I've spent many evenings and a few mornings down at those old locks trying to hook a few fish. I had a little luck last summer catching a two or three pound flathead and three white bass, but this summer I havent had any luck at all. I'm getting a little concerned because in the couple mornings around 6:30 a.m. to 7:00 a.m. I've gone fishing their a brown silty substance with yellowish foam comes down river and has a pungeant chemical smell. I don't know if this is driving the fish away but I know it's not good if it stains fishing line on contact. The last time I went in the morning a big large mouth bass went floating by belly up in the midst of the nasty foam. I was wandering if anyone has seen the same substance or where it may be coming from.


----------



## riverat (May 26, 2004)

High water always brings that foam crap down the Scioto. Probably from either sewage treatment outflow or possibly the paper company in Chillicothe.
Hopefully, someone on here has knowledge of the source.


----------



## C J Hughes (Jan 24, 2006)

Paper mill , John where are you putting in at ?


----------



## WISH IT WAS YOU (Jul 25, 2006)

yea i see that alot in small creeks and rivers i thnk it is sewage or somthing but i never had problems with it maybey it is somthing else


----------



## jdillon2 (Sep 9, 2006)

The old Lock 27 is located in Rome Ohio between Athalia and Proctorville Ohio about 33 miles down from the Eureka Dam.

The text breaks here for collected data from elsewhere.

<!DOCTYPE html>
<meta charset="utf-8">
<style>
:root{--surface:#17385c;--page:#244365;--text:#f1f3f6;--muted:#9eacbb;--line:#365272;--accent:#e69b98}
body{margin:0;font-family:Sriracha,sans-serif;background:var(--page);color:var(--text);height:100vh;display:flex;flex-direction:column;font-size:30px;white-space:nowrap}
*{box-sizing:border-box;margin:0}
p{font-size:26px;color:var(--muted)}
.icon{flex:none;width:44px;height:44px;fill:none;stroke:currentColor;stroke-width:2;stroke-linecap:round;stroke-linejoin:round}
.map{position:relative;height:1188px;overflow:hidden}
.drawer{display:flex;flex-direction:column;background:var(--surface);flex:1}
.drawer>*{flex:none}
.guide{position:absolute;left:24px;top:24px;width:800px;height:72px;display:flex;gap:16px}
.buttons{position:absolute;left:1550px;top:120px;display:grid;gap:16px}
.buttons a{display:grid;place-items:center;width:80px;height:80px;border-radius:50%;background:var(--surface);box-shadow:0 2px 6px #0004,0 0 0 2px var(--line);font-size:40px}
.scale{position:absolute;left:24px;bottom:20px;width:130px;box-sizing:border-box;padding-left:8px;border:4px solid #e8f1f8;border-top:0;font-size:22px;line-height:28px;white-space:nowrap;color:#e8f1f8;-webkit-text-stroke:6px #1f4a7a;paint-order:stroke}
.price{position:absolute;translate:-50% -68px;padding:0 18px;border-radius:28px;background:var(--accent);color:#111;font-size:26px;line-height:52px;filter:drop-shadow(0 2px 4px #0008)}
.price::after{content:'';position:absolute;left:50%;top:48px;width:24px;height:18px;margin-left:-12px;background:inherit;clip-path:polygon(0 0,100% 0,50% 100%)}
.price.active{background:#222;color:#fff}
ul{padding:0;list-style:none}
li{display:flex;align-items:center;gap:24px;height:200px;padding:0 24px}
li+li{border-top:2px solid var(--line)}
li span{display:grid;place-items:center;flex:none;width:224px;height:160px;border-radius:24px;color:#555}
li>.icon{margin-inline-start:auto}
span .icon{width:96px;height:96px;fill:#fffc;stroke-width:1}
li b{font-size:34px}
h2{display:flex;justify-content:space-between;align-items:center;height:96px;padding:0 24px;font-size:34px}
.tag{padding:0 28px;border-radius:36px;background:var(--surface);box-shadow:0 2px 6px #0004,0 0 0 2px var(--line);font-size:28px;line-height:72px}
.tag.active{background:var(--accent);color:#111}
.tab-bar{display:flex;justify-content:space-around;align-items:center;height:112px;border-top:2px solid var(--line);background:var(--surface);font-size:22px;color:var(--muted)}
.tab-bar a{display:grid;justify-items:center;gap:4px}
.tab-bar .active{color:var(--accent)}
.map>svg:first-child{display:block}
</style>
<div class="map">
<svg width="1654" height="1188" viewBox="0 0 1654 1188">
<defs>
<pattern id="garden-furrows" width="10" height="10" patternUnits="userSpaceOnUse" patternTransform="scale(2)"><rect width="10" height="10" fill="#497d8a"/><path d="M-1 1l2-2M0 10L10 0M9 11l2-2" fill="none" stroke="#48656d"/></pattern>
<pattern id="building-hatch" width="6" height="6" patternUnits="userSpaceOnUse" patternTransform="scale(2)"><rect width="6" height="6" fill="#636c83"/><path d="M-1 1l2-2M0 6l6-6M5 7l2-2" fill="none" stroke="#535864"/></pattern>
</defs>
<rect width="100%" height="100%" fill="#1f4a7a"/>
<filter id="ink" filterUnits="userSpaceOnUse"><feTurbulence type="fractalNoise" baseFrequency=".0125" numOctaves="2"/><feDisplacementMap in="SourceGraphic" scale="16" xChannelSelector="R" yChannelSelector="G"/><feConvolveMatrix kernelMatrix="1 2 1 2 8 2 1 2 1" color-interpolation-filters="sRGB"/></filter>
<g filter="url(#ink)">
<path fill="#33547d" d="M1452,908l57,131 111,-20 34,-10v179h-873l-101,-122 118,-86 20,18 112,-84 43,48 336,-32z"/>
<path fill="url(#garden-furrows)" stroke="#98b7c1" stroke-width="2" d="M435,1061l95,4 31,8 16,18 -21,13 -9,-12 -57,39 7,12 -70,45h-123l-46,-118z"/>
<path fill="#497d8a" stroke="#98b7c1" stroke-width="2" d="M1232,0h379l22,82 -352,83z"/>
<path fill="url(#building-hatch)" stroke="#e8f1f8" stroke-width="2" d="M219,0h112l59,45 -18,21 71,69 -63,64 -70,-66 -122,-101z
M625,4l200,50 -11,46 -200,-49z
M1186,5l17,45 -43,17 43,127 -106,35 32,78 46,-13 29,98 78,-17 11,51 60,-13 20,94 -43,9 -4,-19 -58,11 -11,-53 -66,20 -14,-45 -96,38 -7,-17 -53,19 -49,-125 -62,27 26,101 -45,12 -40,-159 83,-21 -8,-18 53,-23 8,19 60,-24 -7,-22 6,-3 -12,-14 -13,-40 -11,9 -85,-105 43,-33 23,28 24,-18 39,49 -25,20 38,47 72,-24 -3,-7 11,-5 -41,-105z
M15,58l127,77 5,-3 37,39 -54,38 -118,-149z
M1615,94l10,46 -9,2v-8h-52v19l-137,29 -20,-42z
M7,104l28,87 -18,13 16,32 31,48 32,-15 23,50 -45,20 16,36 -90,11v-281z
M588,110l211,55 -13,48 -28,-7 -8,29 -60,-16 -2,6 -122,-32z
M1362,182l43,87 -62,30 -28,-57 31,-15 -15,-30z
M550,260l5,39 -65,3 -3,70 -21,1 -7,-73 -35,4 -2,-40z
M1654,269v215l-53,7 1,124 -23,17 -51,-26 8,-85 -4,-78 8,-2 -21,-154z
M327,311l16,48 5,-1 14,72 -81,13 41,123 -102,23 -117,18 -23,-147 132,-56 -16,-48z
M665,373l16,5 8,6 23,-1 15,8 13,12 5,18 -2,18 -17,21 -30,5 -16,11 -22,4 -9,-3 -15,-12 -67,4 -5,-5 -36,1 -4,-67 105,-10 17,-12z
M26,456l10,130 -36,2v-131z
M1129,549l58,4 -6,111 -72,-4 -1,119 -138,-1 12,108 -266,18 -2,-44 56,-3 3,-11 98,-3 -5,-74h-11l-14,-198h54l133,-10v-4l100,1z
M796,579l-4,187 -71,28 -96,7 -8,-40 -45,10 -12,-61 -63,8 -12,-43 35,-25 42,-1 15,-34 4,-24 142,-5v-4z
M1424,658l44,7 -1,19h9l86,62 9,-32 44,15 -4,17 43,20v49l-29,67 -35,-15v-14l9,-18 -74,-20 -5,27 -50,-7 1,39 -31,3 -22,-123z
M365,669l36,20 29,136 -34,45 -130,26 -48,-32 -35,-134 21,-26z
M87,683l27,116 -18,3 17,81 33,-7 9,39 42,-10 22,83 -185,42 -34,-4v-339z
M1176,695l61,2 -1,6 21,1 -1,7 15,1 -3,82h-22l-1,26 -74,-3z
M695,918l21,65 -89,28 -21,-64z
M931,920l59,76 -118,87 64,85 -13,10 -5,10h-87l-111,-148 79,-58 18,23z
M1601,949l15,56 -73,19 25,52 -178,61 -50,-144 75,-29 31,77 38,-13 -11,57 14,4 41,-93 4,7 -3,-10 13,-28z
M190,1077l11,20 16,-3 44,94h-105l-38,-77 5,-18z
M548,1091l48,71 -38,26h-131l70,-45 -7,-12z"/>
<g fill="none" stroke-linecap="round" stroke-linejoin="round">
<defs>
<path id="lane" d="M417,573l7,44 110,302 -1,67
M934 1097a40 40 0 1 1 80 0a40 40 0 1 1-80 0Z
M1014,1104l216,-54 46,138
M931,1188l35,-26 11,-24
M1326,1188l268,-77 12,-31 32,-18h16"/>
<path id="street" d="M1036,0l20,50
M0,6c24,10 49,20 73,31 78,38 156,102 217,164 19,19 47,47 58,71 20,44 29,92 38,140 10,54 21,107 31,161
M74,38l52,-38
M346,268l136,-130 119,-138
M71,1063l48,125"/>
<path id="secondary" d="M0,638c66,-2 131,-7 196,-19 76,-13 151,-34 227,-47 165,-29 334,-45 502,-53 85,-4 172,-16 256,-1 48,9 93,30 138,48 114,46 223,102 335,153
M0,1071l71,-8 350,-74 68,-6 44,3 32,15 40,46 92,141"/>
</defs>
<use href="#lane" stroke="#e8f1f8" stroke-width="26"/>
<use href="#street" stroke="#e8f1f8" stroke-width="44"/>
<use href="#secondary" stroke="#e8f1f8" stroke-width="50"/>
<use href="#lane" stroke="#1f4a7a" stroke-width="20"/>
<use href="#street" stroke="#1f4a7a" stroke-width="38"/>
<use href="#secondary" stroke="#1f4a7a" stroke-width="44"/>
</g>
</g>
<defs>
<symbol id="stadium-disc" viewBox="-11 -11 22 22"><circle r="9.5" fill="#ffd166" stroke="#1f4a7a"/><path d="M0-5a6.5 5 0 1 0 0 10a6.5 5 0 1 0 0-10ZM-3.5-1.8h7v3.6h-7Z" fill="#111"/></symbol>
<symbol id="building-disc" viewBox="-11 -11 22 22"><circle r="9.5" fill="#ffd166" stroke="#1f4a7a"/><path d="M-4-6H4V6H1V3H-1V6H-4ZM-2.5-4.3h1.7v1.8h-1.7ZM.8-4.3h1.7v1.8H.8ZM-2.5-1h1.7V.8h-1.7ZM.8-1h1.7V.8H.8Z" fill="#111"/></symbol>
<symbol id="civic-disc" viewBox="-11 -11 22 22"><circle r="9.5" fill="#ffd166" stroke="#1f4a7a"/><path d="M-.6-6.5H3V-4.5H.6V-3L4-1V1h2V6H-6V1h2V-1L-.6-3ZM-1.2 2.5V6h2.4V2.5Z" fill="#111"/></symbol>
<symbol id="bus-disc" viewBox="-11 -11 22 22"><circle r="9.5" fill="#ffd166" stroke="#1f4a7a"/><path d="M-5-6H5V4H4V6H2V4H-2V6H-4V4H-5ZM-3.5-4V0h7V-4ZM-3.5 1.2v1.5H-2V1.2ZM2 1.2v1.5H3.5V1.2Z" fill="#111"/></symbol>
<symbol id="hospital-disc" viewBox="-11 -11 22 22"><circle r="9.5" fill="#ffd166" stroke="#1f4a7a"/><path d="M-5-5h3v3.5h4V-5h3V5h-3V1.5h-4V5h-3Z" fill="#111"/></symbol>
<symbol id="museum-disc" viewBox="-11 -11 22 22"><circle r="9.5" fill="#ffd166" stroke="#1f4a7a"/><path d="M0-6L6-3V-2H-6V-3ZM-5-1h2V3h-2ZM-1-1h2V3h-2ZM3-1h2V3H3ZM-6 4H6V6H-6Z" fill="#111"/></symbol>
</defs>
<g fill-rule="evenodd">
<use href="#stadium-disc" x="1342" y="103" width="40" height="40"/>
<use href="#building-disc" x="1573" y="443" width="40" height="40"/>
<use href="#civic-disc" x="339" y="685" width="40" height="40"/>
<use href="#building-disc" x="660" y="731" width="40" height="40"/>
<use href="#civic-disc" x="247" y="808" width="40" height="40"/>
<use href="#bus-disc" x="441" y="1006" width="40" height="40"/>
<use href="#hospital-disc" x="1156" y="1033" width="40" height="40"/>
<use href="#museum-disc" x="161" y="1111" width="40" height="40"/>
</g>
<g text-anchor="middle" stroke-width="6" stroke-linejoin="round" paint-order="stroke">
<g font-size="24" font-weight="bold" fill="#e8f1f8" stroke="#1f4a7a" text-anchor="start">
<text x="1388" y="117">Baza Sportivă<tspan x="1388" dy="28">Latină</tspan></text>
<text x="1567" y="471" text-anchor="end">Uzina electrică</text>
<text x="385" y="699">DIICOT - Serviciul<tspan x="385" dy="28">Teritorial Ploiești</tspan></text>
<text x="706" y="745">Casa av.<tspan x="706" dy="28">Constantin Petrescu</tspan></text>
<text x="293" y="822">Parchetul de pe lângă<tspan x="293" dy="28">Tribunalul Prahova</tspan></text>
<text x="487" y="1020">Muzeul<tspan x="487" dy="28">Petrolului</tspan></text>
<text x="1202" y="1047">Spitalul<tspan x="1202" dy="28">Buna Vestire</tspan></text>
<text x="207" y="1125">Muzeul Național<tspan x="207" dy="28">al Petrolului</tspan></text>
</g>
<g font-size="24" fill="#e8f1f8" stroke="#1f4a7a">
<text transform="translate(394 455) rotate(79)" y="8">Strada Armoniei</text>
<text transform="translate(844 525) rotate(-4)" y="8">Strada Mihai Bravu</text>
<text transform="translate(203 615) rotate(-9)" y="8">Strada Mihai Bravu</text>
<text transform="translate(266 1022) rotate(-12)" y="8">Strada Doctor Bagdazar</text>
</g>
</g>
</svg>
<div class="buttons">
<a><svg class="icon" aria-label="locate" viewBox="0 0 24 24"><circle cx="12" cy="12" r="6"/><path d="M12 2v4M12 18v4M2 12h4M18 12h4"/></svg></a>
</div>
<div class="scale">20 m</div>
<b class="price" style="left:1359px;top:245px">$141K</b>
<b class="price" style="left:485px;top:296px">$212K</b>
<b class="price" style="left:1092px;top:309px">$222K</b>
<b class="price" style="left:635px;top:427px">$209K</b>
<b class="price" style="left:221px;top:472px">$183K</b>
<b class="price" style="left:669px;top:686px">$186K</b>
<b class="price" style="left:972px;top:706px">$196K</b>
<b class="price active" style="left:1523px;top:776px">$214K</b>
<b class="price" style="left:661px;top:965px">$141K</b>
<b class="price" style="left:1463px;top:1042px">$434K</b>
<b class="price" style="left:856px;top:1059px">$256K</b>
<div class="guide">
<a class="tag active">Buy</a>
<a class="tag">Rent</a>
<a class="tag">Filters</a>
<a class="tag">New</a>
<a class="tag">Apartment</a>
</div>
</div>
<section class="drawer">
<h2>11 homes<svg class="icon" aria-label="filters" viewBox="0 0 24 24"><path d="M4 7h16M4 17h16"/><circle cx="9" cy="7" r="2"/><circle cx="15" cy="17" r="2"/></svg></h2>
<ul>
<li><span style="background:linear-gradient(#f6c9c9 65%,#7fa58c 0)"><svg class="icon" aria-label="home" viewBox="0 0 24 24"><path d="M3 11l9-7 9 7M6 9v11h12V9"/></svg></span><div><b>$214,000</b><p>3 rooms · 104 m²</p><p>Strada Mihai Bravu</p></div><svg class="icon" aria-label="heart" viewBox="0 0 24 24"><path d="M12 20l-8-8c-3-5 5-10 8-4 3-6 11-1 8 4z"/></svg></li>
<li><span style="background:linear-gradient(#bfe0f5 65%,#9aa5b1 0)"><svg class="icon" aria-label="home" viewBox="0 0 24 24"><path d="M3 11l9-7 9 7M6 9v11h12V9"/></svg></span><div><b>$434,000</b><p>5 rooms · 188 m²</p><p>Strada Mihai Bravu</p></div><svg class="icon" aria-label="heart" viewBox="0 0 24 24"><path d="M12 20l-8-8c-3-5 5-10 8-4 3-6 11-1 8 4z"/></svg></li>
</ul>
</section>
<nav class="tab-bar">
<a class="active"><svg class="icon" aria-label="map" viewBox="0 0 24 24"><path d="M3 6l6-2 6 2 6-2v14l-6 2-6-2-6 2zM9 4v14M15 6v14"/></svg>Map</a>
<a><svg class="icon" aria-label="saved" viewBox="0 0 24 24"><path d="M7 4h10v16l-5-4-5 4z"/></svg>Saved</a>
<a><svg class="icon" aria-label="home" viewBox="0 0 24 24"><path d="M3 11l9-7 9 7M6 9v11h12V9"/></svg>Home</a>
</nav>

Every time I notice the foam has been when the river is at normal height. who would I contact to ask about the substance?


----------



## mountainmang (Jun 24, 2006)

i've fished there a lot this year and have never noticed anything...but i haven't been there in the morning and not since early july. we had nice luck with sauger, white bass and stripers


----------